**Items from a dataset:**
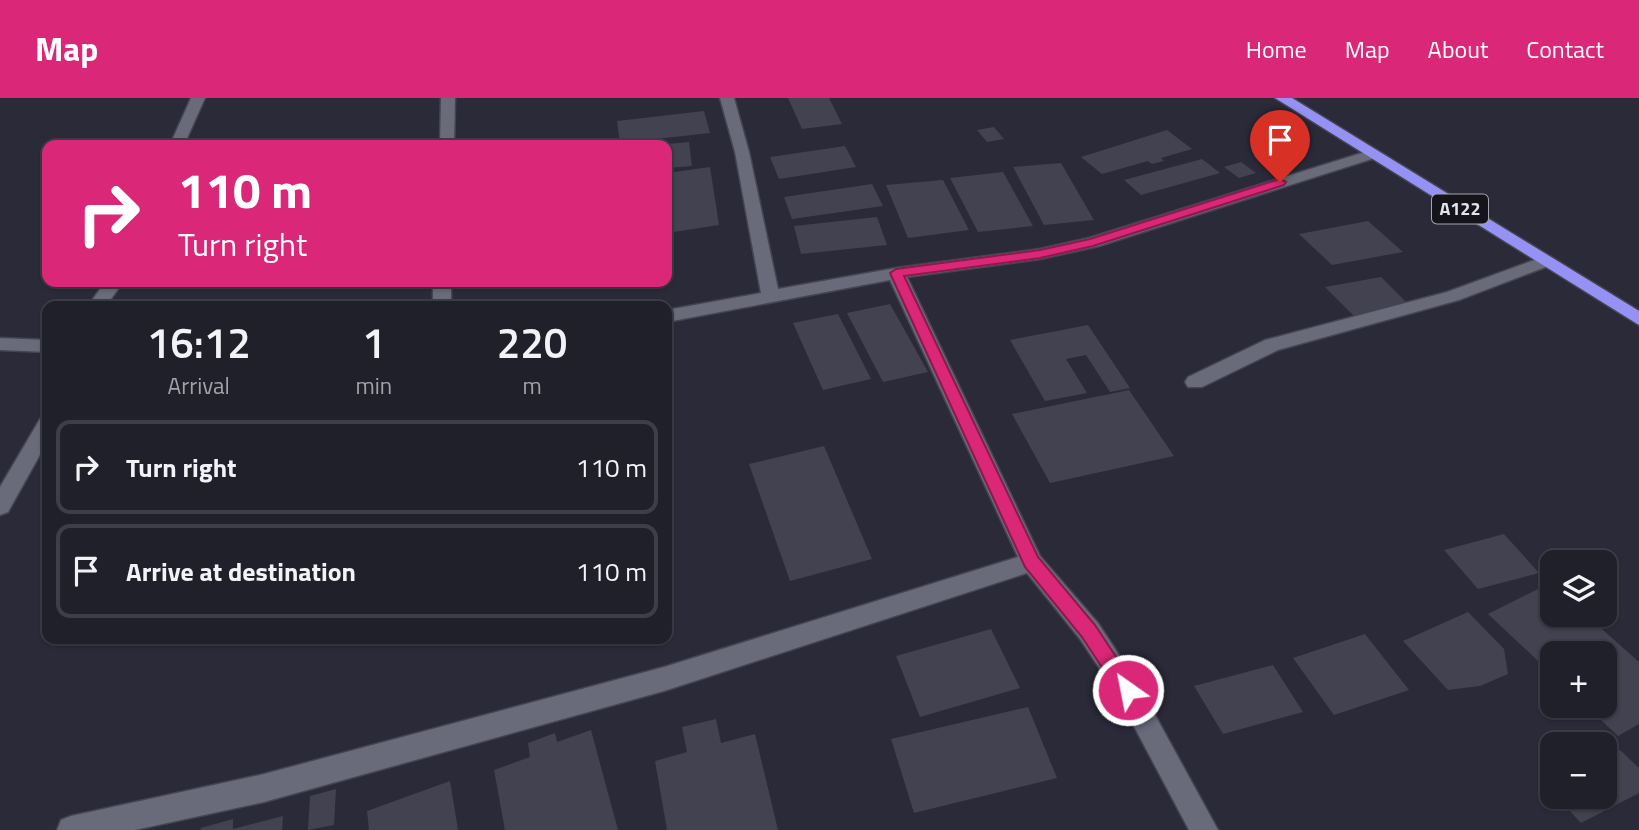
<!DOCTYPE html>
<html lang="en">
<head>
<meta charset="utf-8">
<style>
	:root { --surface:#20202b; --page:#282833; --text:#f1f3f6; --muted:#a2a3a9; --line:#3d3e47; --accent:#db2777 }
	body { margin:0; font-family:"Titillium Web",sans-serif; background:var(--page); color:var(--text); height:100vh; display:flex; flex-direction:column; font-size:26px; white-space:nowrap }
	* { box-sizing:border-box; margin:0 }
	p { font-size:23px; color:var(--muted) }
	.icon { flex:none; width:38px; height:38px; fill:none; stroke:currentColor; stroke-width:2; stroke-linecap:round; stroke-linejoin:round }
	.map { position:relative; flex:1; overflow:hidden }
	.panel { position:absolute; left:42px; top:203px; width:630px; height:343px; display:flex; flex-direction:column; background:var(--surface); border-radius:14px; box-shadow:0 2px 5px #0004,0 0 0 2px var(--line) }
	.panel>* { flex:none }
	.hud { position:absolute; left:42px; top:42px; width:630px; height:147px; border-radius:14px; box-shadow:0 2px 5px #0004,0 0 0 2px var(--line); background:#db2777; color:#fff; overflow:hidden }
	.fabs { position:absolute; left:1540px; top:452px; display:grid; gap:14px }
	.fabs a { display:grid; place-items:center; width:77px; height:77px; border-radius:14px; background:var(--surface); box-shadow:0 2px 5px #0004,0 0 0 2px var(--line); font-size:35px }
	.pin { position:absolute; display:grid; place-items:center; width:60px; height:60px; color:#fff; margin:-72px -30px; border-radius:50% 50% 50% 0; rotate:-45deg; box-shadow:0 0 7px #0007 }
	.pin .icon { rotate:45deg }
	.me { position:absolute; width:77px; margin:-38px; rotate:327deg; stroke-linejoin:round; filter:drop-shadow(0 0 5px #0008) }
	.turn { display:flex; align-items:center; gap:24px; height:147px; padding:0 21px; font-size:32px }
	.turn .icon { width:91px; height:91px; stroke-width:2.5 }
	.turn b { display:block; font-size:49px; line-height:60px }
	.eta { display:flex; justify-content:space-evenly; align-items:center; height:119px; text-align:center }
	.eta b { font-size:42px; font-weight:600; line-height:49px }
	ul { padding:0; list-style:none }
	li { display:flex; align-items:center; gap:21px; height:94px; margin:0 14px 10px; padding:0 7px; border:4px solid var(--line); border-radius:14px }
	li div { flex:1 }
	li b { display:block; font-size:26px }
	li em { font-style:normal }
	header { display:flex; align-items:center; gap:42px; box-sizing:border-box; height:98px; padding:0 35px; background:var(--accent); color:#fff }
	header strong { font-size:33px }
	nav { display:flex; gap:38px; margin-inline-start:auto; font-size:24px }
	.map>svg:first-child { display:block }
	.building { fill:#424251 }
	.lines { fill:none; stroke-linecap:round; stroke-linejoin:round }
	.minor-casing { stroke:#454551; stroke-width:3 }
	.highway-casing { stroke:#454551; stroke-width:3 }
	.minor { fill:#696a7a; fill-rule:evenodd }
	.highway { fill:#9692f5; fill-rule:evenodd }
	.route { fill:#db2777; stroke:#8e194d; stroke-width:2 }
	.labels { text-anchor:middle; stroke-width:7; stroke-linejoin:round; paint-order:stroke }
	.shield { fill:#14141a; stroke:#a4a5ad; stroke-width:2 }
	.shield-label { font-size:18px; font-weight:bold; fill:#e2e3ec }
</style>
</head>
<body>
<header>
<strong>Map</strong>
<nav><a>Home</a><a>Map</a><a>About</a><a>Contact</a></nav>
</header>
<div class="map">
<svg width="1639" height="732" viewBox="0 0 1639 732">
	<rect width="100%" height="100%" fill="#2a2a39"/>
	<g class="building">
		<path d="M788 0H829L842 26 802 31Z"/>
		<path d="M704 13 710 35 620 45 617 23Z"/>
		<path d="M994 29 1004 41 987 44 977 32Z"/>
		<path d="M1167 32 1192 51 1161 60 1164 63 1152 66 1148 63 1102 76 1081 59Z"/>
		<path d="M689 44 692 68 667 70V46Z"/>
		<path d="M845 48 856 69 779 81 770 59Z"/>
		<path d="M1202 61 1220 75 1141 97 1124 82Z"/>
		<path d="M1241 64 1256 75 1239 80 1224 69Z"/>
		<path d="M1061 65 1094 122 1044 127 1013 69Z"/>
		<path d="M710 69 719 127 667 135V75Z"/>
		<path d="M1003 74 1033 128 978 134 950 80Z"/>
		<path d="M943 82 969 132 908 140 886 87Z"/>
		<path d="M872 86 883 108 792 121 784 99Z"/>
		<path d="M877 119 887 147 801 156 794 128Z"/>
		<path d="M1368 123 1403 154 1332 167 1299 136Z"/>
		<path d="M1381 179 1410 208 1354 218 1325 189Z"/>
		<path d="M890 206 928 274 883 284 847 215Z"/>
		<path d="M838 216 871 281 823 292 793 225Z"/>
		<path d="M1088 227 1130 290 1110 294 1086 257 1066 261 1087 295 1045 303 1010 242Z"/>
		<path d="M1129 292 1174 358 1050 385 1012 316Z"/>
		<path d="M824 348 872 461 790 483 749 366Z"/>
		<path d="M1504 436 1539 475 1478 491 1444 452Z"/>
		<path d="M1550 485 1552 487V516H1585L1639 564V626L1618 638 1585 607H1605V555H1552V576L1488 516Z"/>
		<path d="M1468 514 1504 551 1508 576 1480 588 1448 592 1403 543Z"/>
		<path d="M991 531 1020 590 920 619 896 558Z"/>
		<path d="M1365 536 1409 592 1334 617 1293 560Z"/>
		<path d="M538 541H572V542L539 548Z"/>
		<path d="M1273 567 1303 614 1223 636 1194 588Z"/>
		<path d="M1028 609 1057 680 914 715 891 641Z"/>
		<path d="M716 621 721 645 755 636 778 732H667L655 663 687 654 682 629Z"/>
		<path d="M591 632 618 732H505L494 672 530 659 528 645 555 635 557 644Z"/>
		<path d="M1620 652 1639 670V695L1581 725 1556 698H1605V660Z"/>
		<path d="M450 683 458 732H369L367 713Z"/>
		<path d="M336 691 334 727 308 732 310 698Z"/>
		<path d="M283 718 282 732H233V731Z"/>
		<path d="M233 721V732H201V730Z"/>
	</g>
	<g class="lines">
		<defs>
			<g id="minor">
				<path d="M191 0H205L184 47H170Z"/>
				<path d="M441 0H455L454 47H440Z"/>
				<path d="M720 0H734L749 54 778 191 896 170 1040 151 1089 140 1368 53H1378L1381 56 1378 59 1099 148 1040 161 907 179 1040 458 1098 525 1137 584 1218 732H1189L1119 600 1080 541 1027 475 664 593 264 704 135 732H57L61 722 71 718 264 676 664 569 1018 459 890 182 667 224V212L761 195 735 54Z"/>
				<path d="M1545 158 1551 159 1554 163 1551 167 1459 202 1278 252 1202 289H1188L1185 284 1188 279 1265 242 1447 194Z"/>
				<path d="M105 184H123L106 208H88Z"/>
				<rect x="433" y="184" width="18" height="24"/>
				<path d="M0 240 47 242V254L0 252Z"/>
				<path d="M47 319V344L8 414 0 417V389L40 321Z"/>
			</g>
			<path id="highway" d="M1275 0H1292L1639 213V227Z"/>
		</defs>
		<use href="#minor" class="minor-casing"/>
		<use href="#highway" class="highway-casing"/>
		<use href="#minor" class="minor"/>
		<use href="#highway" class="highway"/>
	</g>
	<path class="route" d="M1280 81 1286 84 1284 87 1093 148 1040 160 904 178 1038 459 1095 527 1134 586 1137 592 1134 598 1128 601 1121 598 1082 539 1025 469 890 175 896 171 1040 152 1090 141Z"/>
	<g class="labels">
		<rect class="shield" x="1432" y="96.5" width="56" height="29" rx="5"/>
		<g class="shield-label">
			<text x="1460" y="117">A122</text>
		</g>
	</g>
</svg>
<div class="fabs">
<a><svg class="icon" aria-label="layers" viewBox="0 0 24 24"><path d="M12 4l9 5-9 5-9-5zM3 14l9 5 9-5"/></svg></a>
<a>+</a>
<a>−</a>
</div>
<div class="pin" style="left:1280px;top:84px;background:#d93025"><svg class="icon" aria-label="arrive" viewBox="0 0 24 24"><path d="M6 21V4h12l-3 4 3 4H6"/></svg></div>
<svg class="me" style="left:1128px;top:592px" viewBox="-20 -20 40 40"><circle r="17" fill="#db2777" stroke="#fff" stroke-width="3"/><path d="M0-11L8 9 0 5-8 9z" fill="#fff"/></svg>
<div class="hud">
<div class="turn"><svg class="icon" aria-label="right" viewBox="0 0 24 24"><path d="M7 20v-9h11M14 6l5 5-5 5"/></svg><div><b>110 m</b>Turn right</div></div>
</div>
<section class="panel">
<div class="eta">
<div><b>16:12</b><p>Arrival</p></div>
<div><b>1</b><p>min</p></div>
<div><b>220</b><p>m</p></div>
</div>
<ul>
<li><svg class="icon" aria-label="right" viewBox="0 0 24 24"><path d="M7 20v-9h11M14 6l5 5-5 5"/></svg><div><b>Turn right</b></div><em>110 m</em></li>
<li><svg class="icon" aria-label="arrive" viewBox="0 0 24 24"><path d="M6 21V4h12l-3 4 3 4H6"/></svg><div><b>Arrive at destination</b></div><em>110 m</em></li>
</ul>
</section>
</div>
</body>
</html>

**INSTRUCTIONS TO FOLLOW:**
Nothing but an exact copy belongs in the answer: the lines from the top of the records through the line containing "position:absolute; left:1540px; top:452px;", minus the pictures.

**ANSWER FOR THE TASK:**
<!DOCTYPE html>
<html lang="en">
<head>
<meta charset="utf-8">
<style>
	:root { --surface:#20202b; --page:#282833; --text:#f1f3f6; --muted:#a2a3a9; --line:#3d3e47; --accent:#db2777 }
	body { margin:0; font-family:"Titillium Web",sans-serif; background:var(--page); color:var(--text); height:100vh; display:flex; flex-direction:column; font-size:26px; white-space:nowrap }
	* { box-sizing:border-box; margin:0 }
	p { font-size:23px; color:var(--muted) }
	.icon { flex:none; width:38px; height:38px; fill:none; stroke:currentColor; stroke-width:2; stroke-linecap:round; stroke-linejoin:round }
	.map { position:relative; flex:1; overflow:hidden }
	.panel { position:absolute; left:42px; top:203px; width:630px; height:343px; display:flex; flex-direction:column; background:var(--surface); border-radius:14px; box-shadow:0 2px 5px #0004,0 0 0 2px var(--line) }
	.panel>* { flex:none }
	.hud { position:absolute; left:42px; top:42px; width:630px; height:147px; border-radius:14px; box-shadow:0 2px 5px #0004,0 0 0 2px var(--line); background:#db2777; color:#fff; overflow:hidden }
	.fabs { position:absolute; left:1540px; top:452px; display:grid; gap:14px }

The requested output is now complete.